[Provided material Boundary: Start]

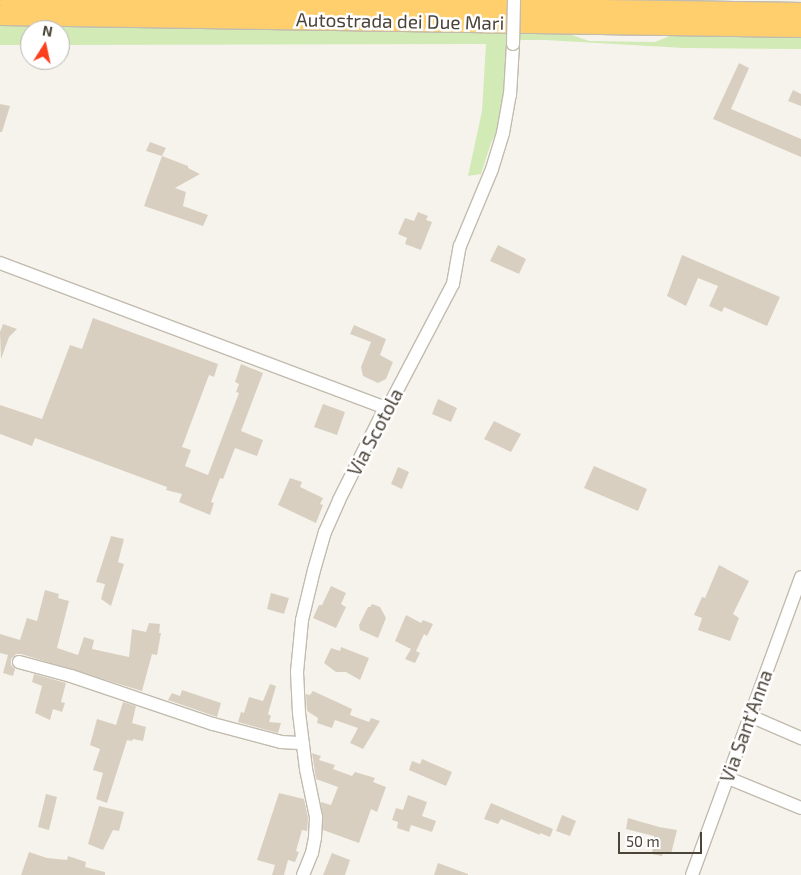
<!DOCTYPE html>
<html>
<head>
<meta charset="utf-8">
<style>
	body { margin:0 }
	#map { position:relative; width:801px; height:875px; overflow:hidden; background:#f6f3ec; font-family:"Exo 2",sans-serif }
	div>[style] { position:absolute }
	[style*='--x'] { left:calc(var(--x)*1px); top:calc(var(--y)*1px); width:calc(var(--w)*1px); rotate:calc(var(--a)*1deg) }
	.green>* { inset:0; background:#d2eab5 }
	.building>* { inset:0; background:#d8cfc1 }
	.roads { filter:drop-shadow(1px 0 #c2bbae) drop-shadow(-1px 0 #c2bbae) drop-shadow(0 1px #c2bbae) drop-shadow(0 -1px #c2bbae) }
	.minor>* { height:12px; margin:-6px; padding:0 6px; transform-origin:6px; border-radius:6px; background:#fff }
	.highway>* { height:19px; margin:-9.5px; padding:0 9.5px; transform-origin:9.5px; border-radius:9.5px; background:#ffcf6e }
	.bridges { filter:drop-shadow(1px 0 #c2bbae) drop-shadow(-1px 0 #c2bbae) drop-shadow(0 1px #c2bbae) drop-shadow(0 -1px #c2bbae) }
	.minor-bridge>* { height:12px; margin:-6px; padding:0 6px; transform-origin:6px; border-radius:6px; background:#fff }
	span { translate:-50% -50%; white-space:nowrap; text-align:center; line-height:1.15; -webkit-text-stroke:5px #fff; paint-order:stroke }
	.street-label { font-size:19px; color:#4b4439 }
	.north { position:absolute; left:20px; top:20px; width:50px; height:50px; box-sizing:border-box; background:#fff; border:1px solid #b7b4b0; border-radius:50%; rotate:10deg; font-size:14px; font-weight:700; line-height:20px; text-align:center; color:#4b4439 }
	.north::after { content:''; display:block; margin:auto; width:18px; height:22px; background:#fc3f1d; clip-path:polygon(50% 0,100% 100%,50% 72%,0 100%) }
	.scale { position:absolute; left:618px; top:832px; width:84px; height:22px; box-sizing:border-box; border:2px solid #4b4439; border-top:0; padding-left:6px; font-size:15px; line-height:18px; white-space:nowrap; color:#4b4439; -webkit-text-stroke:4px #fff; paint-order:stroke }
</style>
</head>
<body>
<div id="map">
	<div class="green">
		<div style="clip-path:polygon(0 26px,569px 34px,589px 41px,655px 42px,672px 35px,801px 37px,801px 49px,684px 48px,545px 40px,507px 40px,504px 97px,498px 129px,491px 143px,481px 174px,468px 176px,482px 111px,486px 44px,60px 45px,60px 30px,30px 30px,30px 45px,0 45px)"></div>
	</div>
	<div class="building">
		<div style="clip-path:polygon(739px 63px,749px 68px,731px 109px,801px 139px,801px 157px,713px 119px)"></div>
		<div style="clip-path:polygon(793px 90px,801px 94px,801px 106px,788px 101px)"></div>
		<div style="clip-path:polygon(0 104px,10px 106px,2px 132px,0 132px)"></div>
		<div style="clip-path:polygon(150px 142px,166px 148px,162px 156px,188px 166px,188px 168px,200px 174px,175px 188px,186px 192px,183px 206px,208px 215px,203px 226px,144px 206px,162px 156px,146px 151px)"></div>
		<div style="clip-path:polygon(418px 212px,428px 216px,426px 220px,432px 222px,421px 250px,405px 244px,407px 238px,398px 234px,405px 218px,414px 221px)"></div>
		<div style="clip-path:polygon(498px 245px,526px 259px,519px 274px,490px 261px)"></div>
		<div style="clip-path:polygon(682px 255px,780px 297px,767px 326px,724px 307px,722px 312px,709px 306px,718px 286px,698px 278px,686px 306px,667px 296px)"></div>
		<div style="clip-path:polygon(93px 318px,218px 364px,214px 377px,209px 375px,182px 447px,191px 450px,185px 466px,208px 475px,239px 393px,236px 392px,239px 384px,235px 382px,241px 364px,263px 373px,241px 431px,263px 440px,257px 456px,235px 448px,223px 479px,220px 478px,211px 502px,214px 503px,210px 515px,179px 502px,182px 494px,166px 490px,167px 487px,35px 438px,32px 446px,0 434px,0 405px,42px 419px,70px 345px,82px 349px)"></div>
		<div style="clip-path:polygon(3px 324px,17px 329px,9px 337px,1px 359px,0 332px)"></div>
		<div style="clip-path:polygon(354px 325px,386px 339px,380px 355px,393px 362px,386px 379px,378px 383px,363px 376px,361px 367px,371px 342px,350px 334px)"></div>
		<div style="clip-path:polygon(438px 399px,457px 408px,451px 422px,432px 414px)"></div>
		<div style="clip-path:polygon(323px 404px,345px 412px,337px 435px,314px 427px)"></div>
		<div style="clip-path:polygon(494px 421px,521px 434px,511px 452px,484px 439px)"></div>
		<div style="clip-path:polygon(594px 466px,647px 489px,638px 511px,584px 488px)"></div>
		<div style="clip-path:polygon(398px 467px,409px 472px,402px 489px,391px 484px)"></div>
		<div style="clip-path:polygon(290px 478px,302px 482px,300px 487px,323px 498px,320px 504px,323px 505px,316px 523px,278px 505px)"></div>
		<div style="clip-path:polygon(111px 536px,124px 539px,118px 562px,124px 564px,111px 606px,101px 599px,105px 584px,96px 582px)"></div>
		<div style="clip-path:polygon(719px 565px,749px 581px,733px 614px,739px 618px,730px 641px,698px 630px,702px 618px,694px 615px,702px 597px,705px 598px)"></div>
		<div style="clip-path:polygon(331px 586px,346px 593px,341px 604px,346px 607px,336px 628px,313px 618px,319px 605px,322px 605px)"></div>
		<div style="clip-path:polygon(45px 590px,59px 594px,58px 598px,69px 601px,57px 648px,78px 655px,84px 637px,94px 640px,92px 649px,129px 657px,132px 629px,146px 632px,149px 623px,160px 624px,159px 633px,161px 633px,157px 655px,152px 654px,142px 691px,21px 654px,16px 654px,11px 659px,11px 665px,15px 669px,13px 676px,3px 673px,8px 655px,0 653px,0 634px,20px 640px,27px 618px,37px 621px)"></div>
		<div style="clip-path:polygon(271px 593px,289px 598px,284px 614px,267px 609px)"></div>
		<div style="clip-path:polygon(372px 604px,380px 607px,386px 618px,378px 638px,360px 630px,359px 625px,368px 607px,370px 607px)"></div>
		<div style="clip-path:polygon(406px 615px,421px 623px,423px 620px,433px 624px,427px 636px,424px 634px,416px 651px,420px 653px,415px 663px,405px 659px,411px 649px,395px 641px)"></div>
		<div style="clip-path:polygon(341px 647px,369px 658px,360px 680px,346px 672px,336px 672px,324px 663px,331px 648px,340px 651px)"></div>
		<div style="clip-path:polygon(34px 674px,66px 683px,61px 702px,65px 703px,62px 712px,53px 709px,50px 720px,35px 713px,42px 686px,32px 682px)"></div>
		<div style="clip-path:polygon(270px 684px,276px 686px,268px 714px,271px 716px,269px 722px,281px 723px,278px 733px,238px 722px,241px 712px,244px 713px,249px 697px,263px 701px)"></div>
		<div style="clip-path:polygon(182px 690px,221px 703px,217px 717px,168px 700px,172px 693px,180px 696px)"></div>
		<div style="clip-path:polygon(313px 691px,352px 709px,350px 715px,369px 722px,371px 718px,380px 721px,363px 749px,350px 743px,358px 728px,335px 720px,332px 728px,317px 723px,318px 718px,307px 711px,306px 694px,310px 695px)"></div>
		<div style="clip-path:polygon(123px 702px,136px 706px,132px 723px,146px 727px,143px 741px,133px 739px,132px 741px,127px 740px,107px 803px,96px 799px,103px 773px,93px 770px,100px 749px,90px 745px,97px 719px,116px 725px)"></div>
		<div style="clip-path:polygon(312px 753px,321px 756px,319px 760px,335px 765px,333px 769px,352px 776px,355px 772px,375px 778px,373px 782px,386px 787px,377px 812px,371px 809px,359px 843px,323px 830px,321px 802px,331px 805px,338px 787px,316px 779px)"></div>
		<div style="clip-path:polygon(422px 759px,452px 772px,446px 786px,409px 770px,412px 761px,420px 764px)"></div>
		<div style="clip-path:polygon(279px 793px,304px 799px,308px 818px,307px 831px,302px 830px,296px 851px,299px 852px,295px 862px,288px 860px,284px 875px,272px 875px,275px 865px,257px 860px)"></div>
		<div style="clip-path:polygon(46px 794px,57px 797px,49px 830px,38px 827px)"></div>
		<div style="clip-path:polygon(408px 795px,427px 802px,422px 816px,436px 821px,432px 832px,411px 825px,409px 832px,397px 828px,398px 822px,392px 820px,396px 808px,403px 810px)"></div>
		<div style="clip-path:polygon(491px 803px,553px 829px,550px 837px,540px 833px,540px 835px,501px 819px,498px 824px,484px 819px)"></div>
		<div style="clip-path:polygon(99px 806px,124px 812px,119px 831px,113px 830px,103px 850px,88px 844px)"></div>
		<div style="clip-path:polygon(562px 815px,576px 821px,570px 836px,556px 831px)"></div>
		<div style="clip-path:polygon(628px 818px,659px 827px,677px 830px,671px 854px,663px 852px,662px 856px,652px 854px,654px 836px,626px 829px)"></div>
		<div style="clip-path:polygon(29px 852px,47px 858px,67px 860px,68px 856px,86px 862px,85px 867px,105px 872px,105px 875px,21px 875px)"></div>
		<div style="clip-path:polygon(332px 853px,350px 860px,345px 875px,323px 875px)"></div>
		<div style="clip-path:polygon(438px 863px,468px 874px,468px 875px,434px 875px)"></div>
	</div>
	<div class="roads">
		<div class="minor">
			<div style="--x:0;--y:263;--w:411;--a:20.6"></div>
			<div style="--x:19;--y:662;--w:54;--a:15.1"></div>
			<div style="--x:71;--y:676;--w:150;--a:18.7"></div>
			<div style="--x:213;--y:724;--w:70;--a:14.8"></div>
			<div style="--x:281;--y:742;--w:22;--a:3"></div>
			<div style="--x:750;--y:716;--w:56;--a:23.3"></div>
			<div style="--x:728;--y:778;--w:79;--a:22.3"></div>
			<div style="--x:303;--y:875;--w:24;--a:-68"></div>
			<div style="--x:312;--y:853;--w:16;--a:-79"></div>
			<div style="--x:315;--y:837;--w:20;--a:-87"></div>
			<div style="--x:316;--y:817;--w:49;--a:-101.8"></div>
			<div style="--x:306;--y:769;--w:56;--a:-97.1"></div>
			<div style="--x:299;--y:713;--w:41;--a:-92.8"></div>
			<div style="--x:297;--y:672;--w:52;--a:-84.5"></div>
			<div style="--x:302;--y:620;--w:51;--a:-76.5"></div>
			<div style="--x:314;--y:570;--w:40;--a:-74"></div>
			<div style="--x:325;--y:532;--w:35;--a:-66"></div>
			<div style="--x:339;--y:500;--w:103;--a:-63.4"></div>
			<div style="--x:385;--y:408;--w:11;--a:-49"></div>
			<div style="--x:392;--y:400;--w:131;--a:-62.3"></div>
			<div style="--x:453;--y:284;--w:39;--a:-80"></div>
			<div style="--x:460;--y:246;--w:83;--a:-67.4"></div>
			<div style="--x:492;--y:169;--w:38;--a:-73"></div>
			<div style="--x:503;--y:133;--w:39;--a:-80"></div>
			<div style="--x:510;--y:95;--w:51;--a:-86.6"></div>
			<div style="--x:692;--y:875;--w:317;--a:-69.9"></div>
		</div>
		<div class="highway">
			<div style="--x:8;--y:0;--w:793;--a:0.87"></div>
			<div style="--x:0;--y:15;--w:801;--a:0.86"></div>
		</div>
	</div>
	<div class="bridges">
		<div class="minor-bridge">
			<div style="--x:513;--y:44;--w:44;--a:-88.7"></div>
		</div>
	</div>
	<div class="street-label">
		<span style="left:400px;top:21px;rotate:1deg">Autostrada dei Due Mari</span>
		<span style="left:375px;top:432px;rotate:-62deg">Via Scotola</span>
		<span style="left:746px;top:726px;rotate:-70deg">Via Sant'Anna</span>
	</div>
	<div class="north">N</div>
	<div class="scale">50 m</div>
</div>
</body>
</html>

[Provided material Boundary: End]

### Required work
Write out exactly the opening lines of the data, stopping after the line that holds "position:absolute; left:20px; top:20px;". Exclude pictures.

### Response
<!DOCTYPE html>
<html>
<head>
<meta charset="utf-8">
<style>
	body { margin:0 }
	#map { position:relative; width:801px; height:875px; overflow:hidden; background:#f6f3ec; font-family:"Exo 2",sans-serif }
	div>[style] { position:absolute }
	[style*='--x'] { left:calc(var(--x)*1px); top:calc(var(--y)*1px); width:calc(var(--w)*1px); rotate:calc(var(--a)*1deg) }
	.green>* { inset:0; background:#d2eab5 }
	.building>* { inset:0; background:#d8cfc1 }
	.roads { filter:drop-shadow(1px 0 #c2bbae) drop-shadow(-1px 0 #c2bbae) drop-shadow(0 1px #c2bbae) drop-shadow(0 -1px #c2bbae) }
	.minor>* { height:12px; margin:-6px; padding:0 6px; transform-origin:6px; border-radius:6px; background:#fff }
	.highway>* { height:19px; margin:-9.5px; padding:0 9.5px; transform-origin:9.5px; border-radius:9.5px; background:#ffcf6e }
	.bridges { filter:drop-shadow(1px 0 #c2bbae) drop-shadow(-1px 0 #c2bbae) drop-shadow(0 1px #c2bbae) drop-shadow(0 -1px #c2bbae) }
	.minor-bridge>* { height:12px; margin:-6px; padding:0 6px; transform-origin:6px; border-radius:6px; background:#fff }
	span { translate:-50% -50%; white-space:nowrap; text-align:center; line-height:1.15; -webkit-text-stroke:5px #fff; paint-order:stroke }
	.street-label { font-size:19px; color:#4b4439 }
	.north { position:absolute; left:20px; top:20px; width:50px; height:50px; box-sizing:border-box; background:#fff; border:1px solid #b7b4b0; border-radius:50%; rotate:10deg; font-size:14px; font-weight:700; line-height:20px; text-align:center; color:#4b4439 }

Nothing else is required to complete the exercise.